Google Analytics is a fantastic and powerfully tool, it can be easily misunderstood and inform bad decisions and investments. I know, its got amazing features, it's really easy to set up, it's a doddle to get figures out of, on the surface it is a great example of superb product management. But is it?
Before going any further it must be clear, I am a really big fan of Google Analytics. I really like custom segments, reports, cross domain tracking, revenue goals, attribution modelling and user explorer.
As a "business intelligence" system it is amazing. Unfortunately its failures are due to its successes. Google Analytics is mega accessible. In the past business intelligence tools were hard to use and very complex to set up. Only expert analysts trained in such matters could abstract learnings. Google has done lots of difficult work for everyone (yeah!), but this means very few people who use it actually know what it is telling them.

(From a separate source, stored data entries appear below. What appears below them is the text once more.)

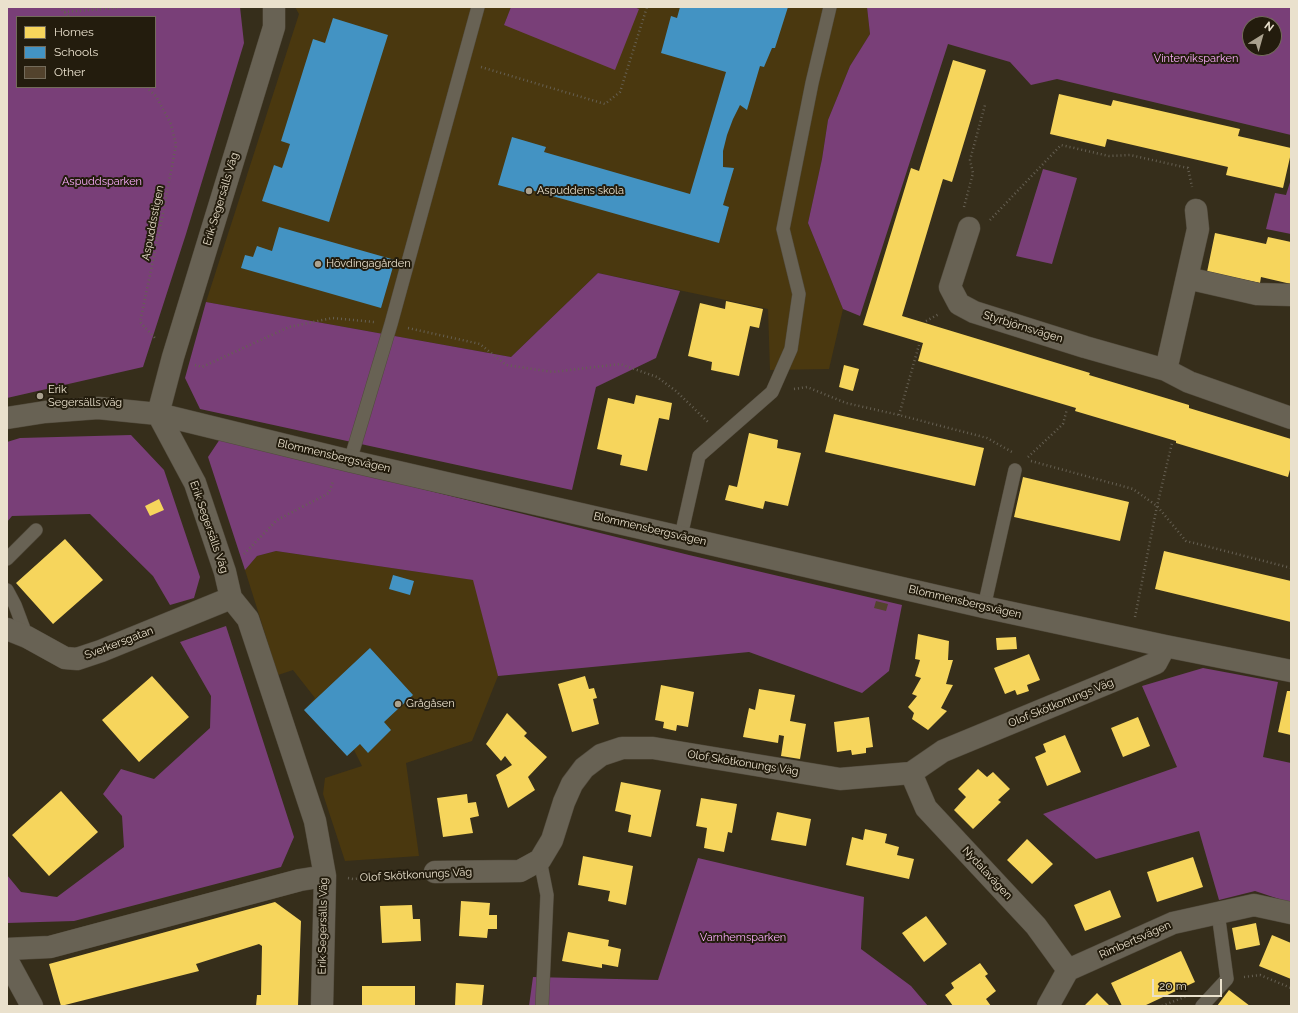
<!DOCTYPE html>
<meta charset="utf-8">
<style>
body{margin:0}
#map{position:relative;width:1298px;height:1013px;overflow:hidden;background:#362e1b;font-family:Raleway,sans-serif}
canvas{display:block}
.frame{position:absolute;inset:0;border:8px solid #eae1cd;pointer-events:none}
.legend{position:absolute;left:16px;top:16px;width:140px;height:72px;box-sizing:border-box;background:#231c0d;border:1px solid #736b5a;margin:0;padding:5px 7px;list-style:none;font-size:12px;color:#eae1cd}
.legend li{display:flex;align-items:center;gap:8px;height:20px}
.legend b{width:20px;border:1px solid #736b5a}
.north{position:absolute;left:1242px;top:16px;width:40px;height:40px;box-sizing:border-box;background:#231c0d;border:1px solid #736b5a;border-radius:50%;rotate:37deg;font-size:11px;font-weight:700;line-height:16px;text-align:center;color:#eae1cd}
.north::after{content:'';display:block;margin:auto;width:14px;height:18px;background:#aba28f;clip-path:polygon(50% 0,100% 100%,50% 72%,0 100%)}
.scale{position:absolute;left:1152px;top:979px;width:70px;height:18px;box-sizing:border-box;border:2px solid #eae1cd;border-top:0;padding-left:5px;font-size:12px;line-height:14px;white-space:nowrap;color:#eae1cd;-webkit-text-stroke:3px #231c0d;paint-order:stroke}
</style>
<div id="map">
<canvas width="1298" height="1013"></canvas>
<div class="frame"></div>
<ul class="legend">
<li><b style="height:11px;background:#f6d55c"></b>Homes</li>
<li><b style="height:11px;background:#4393c3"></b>Schools</li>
<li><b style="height:11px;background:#53432d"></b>Other</li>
</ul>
<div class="north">N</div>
<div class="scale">20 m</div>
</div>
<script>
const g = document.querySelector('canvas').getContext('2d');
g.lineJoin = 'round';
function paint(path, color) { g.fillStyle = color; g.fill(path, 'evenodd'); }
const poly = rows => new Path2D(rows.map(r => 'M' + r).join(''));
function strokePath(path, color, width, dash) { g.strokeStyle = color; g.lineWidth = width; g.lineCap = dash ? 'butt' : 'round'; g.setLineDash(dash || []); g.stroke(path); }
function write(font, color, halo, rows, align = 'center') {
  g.font = font + ' Raleway,sans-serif'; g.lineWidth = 4; g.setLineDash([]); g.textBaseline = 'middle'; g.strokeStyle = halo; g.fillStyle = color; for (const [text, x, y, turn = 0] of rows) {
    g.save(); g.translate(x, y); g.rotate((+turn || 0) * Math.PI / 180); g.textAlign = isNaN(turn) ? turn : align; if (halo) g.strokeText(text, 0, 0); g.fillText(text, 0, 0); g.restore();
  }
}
paint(poly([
 [295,7,511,7,504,25,638,9,634,7,867,7,870,34,850,66,828,120,822,159,808,223,843,309,829,369,770,370,768,309,598,273,511,357,206,302,299,14],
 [276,551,474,580,498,676,472,741,406,763,419,856,345,861,323,794,325,778,362,766,354,750,347,756,304,710,315,698,293,670,278,675,245,570,257,556]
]), '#4a380f');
paint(poly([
 [7,7,240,7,244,43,186,234,143,367,7,398],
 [17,17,155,17,155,87,17,87],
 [511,7,634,7,639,9,615,70,504,25],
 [867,7,1291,7,1291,135,1057,79,1031,85,1010,62,948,44,860,316,843,309,808,223,822,159,828,120,850,66,870,34],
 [1250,24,1274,24,1274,48,1250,48],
 [1043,169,1077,178,1052,264,1016,256],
 [1291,179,1291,234,1266,229,1275,193,1286,195],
 [598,273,680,291,656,358,596,387,572,490,200,409,185,378,206,302,511,357],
 [131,435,164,470,200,577,194,598,170,605,153,576,90,514,12,516,7,522,7,442,20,438],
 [220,439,689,555,902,605,889,671,862,693,749,652,498,676,473,580,276,551,257,556,245,570,208,457],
 [226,626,294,837,281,867,74,921,7,923,7,875,21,892,57,897,124,847,122,816,103,794,121,769,154,779,210,728,211,696,180,642],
 [1203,668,1278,682,1263,757,1291,763,1291,903,1255,891,1219,900,1199,831,1096,859,1043,814,1177,767,1142,686],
 [698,858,864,897,861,949,911,986,928,1006,529,1006,533,977,658,980]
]), '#793f78');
paint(poly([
 [953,60,986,70,952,182,943,179,902,316,1090,373,1089,375,1189,405,1189,408,1291,439,1291,466,1288,477,1176,443,1176,441,1075,411,1076,408,918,361,923,343,863,325,911,168,919,171],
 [1059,94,1111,106,1113,100,1240,129,1238,136,1291,148,1291,153,1283,188,1226,175,1228,167,1107,139,1105,147,1050,134],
 [1215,233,1266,244,1268,237,1291,242,1291,284,1261,277,1260,283,1207,272],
 [726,301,763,309,759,328,750,326,739,376,711,370,712,362,688,356,700,303,725,309],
 [844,365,859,369,853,391,839,387],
 [636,395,672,403,669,420,659,418,647,471,620,465,622,455,597,449,608,398,634,404],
 [834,414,984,448,975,486,825,452],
 [749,433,778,440,777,448,801,453,788,506,765,501,763,509,725,500,729,485,737,487],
 [1023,477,1129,502,1120,541,1014,517],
 [159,499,164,510,150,516,145,506],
 [65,539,103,580,53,624,16,583],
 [1164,551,1291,581,1291,622,1155,589],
 [918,634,949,641,948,660,953,660,946,684,953,685,941,708,947,711,928,730,912,719,914,713,908,707,917,696,912,694,921,678,915,676,920,660,915,659],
 [1016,637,1017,649,997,650,996,638],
 [1029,654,1040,680,1027,685,1029,691,1017,695,1015,690,1005,694,994,668],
 [152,676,189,717,139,762,102,720],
 [585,676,589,689,594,688,597,698,593,699,599,724,572,732,558,684],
 [661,685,694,692,688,727,677,725,676,731,663,728,664,722,655,720],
 [759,689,795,695,790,721,806,724,800,759,781,756,784,736,779,735,778,743,743,737,749,708,755,710],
 [1287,691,1291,691,1291,735,1278,732],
 [507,713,527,733,524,736,547,757,528,777,535,790,508,808,496,775,512,765,505,756,501,761,486,744],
 [869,717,873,747,866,748,866,753,852,755,851,750,837,752,834,722],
 [1138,717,1150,746,1123,757,1111,728],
 [1065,735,1081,772,1047,786,1035,757,1046,752,1043,744],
 [978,769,987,777,993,772,1010,789,998,800,1001,802,973,829,954,810,966,797,958,789],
 [621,782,661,790,651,837,628,832,631,815,615,811],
 [61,791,98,832,49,876,12,835],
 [467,794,468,803,476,802,479,816,470,818,473,833,443,837,437,798],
 [701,798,737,804,732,833,728,832,724,852,704,848,707,828,696,826],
 [777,812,811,819,806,846,771,840],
 [865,829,887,834,885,843,899,847,897,855,914,859,909,879,846,865,852,837,863,840],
 [1027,839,1053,864,1032,884,1007,860],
 [583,856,633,866,626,905,608,901,610,891,578,885],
 [1193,857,1203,887,1157,902,1147,872],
 [1110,890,1121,917,1085,931,1074,905],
 [461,901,490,903,489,915,497,915,497,929,488,929,487,938,459,936],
 [275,902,301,921,298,1006,256,1006,257,995,261,995,262,946,259,944,196,964,199,971,61,1006,49,964],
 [412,905,413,919,420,919,421,941,382,943,380,906],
 [926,916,947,944,924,962,902,933],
 [1256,923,1260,945,1236,950,1232,928],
 [568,932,609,940,608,946,621,949,618,967,602,964,602,968,562,961],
 [1272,935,1291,943,1291,979,1259,966],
 [1181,951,1195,982,1144,1006,1122,1006,1111,983],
 [980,963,988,974,985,976,996,991,986,999,991,1006,953,1006,945,995,954,988,951,983],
 [456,983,484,985,482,1006,455,1006],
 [362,986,415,986,415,1006,362,1006],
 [1229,990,1250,1006,1217,1006],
 [1097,993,1110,1006,1084,1006]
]), '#f6d55c');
paint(poly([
 [680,7,788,7,775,48,772,48,764,67,760,66,747,110,740,105,733,119,727,135,723,151,723,167,734,168,723,205,729,207,719,243,531,190,531,194,498,185,512,137,546,147,544,152,690,194,726,72,661,53,671,16,677,18],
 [333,18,388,35,329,222,262,201,274,165,282,168,290,144,281,141,313,39,325,43],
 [279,227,395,260,381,308,241,268,245,255,253,257,257,246,272,251],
 [393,575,414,581,410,595,389,589],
 [370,648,413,695,384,722,391,730,368,753,360,744,347,756,304,710]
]), '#4393c3');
paint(poly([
 [876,601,888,604,886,611,874,608]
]), '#53432d');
const lane = poly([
 [350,461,391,324,478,7],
 [681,536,699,456,772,392,791,349,799,294,783,229,812,83,830,7],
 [7,559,36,530],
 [7,590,15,605,27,637],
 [984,607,1015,470],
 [540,860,547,895,542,1006],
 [1202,1006,1227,979,1218,913]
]);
const street = poly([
 [274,7,274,27,173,357,158,414,195,483,225,572,231,598,248,619,315,821,325,876,322,1006],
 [969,228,950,287,959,304,974,312,1085,347,1166,370,1189,382,1291,418],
 [1187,278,1257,294,1291,295],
 [1166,370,1198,229,1196,210],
 [7,418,45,412,98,408,158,414,350,461,984,607,1165,646,1291,671],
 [7,629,27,637,65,658,77,659,101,651,231,598],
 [911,773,926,808,1036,926,1068,970],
 [435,872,520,871,540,860,552,840,564,802,572,784,584,768,601,755,622,748,653,748,840,779,911,773,943,751,1156,663,1165,646],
 [7,949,50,947,300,880,325,876],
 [7,960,32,1006],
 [1048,1006,1068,970,1173,923,1254,905,1291,913]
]);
strokePath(lane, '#524b3d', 14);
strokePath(street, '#524b3d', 23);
strokePath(poly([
 [59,7,70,17],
 [64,12,127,7],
 [481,67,605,104,620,92,647,7],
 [146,87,156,96,171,124,176,145,162,218,140,322,155,338],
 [964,207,973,173,970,160,985,105],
 [990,220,1061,145,1109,156,1130,155,1188,168,1192,187],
 [926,321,939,314],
 [408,328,480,344,506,365,553,372,620,364,657,377,676,391,709,423],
 [195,365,202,367,289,327,332,318,374,322],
 [794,389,807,387,846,403,899,415,987,438,1012,452],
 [899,415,919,345],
 [1028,457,1063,424,1067,409],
 [1031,461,1133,489,1157,506,1186,541,1291,568],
 [244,554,277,520,329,493,333,481],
 [1135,617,1157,506,1172,443],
 [348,878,353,879,412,874],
 [1244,977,1260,975,1291,988],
 [1162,1006,1187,996]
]), '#666053', 2.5, [1, 3]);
strokePath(lane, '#686254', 13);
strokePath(street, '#686254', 22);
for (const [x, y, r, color] of [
 [529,191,4,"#aba28f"],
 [318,264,4,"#aba28f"],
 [40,396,4,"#aba28f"],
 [398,704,4,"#aba28f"]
]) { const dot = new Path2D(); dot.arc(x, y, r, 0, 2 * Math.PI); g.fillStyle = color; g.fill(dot); strokePath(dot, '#231c0d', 1.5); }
write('11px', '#fbadfc', '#231c0d', [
 ["Vinterviksparken",1196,59],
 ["Aspuddsparken",102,182],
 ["Varnhemsparken",743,938]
]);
write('11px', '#eae1cd', '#231c0d', [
 ["Aspuddens skola",537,191],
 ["Hövdingagården",326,264],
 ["Erik",48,390],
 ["Segersälls väg",48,403],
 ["Grågåsen",406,704]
], 'left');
write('11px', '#eae1cd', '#231c0d', [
 ["Erik Segersälls Väg",221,199,-73],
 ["Aspuddsstigen",153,223,-79],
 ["Styrbjörnsvägen",1023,327,17],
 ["Blommensbergsvägen",334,456,13],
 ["Erik Segersälls Väg",209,527,71],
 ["Blommensbergsvägen",650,529,13],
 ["Blommensbergsvägen",965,602,13],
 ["Sverkersgatan",119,643,-21],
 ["Olof Skötkonungs Väg",1061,703,-22],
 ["Olof Skötkonungs Väg",743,763,9],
 ["Nydalavägen",987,873,47],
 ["Olof Skötkonungs Väg",416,875,-3],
 ["Erik Segersälls Väg",323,926,-89],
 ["Rimbertsvägen",1135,940,-24]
]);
</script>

Consider something as simple as "users", what is a Google Analytics "user"? When some marketing manager and decision makers hears this word they think it means a "person", but it doesn't - it means a unique device with a unique cookie. So a successful media site that engages with its users may look at their 3m returning "users" and assume they have 3m engaged people using their site frequently - this might be the case, but it might also be 1m engaged people who engage with that site on their mobile, their home laptop and their work computer. So what you may ask, as long at is always measuring the same thing? Consider this made up example, a media company decides to launch a paid for media service assuming their addressable audience was 3x bigger than it actually is - I would expect it might well fail to deliver on their business case expectations.
What about a less obvious misinterpretations - who understands the concept of dimensions in Google Analytics, sessions vs users vs hits? What does "unique page" actually mean? When should you segment by users not sessions?
The challenge to a product such as Google Analytics is how to make powerful tools accessible, while ensuring users truly understand the meaning to draw valid conclusions. I have made mistake where I thought I understood what I was interpreting to then look at a different report to prove myself wrong - I had not understood what I did in the first place.
From a product management position this is a conundrum. Products like Google Analytics have basic features which make them feel easy to use while actually delivering very little value, the real value is gained only when the user engages with complex features - that assume user understands. As product managers we want to empower users and make complex capabilities accessible, but as the saying goes 'a little knowledge is dangerous'.
So think twice next time you create a filter or segment - what is your slicing and dicing actually telling you.
What about your products? Do you assume your users all have PHDs in your field? What assumptions about users knowledge have you made? How can you learn if it is valid. How can you onboard users?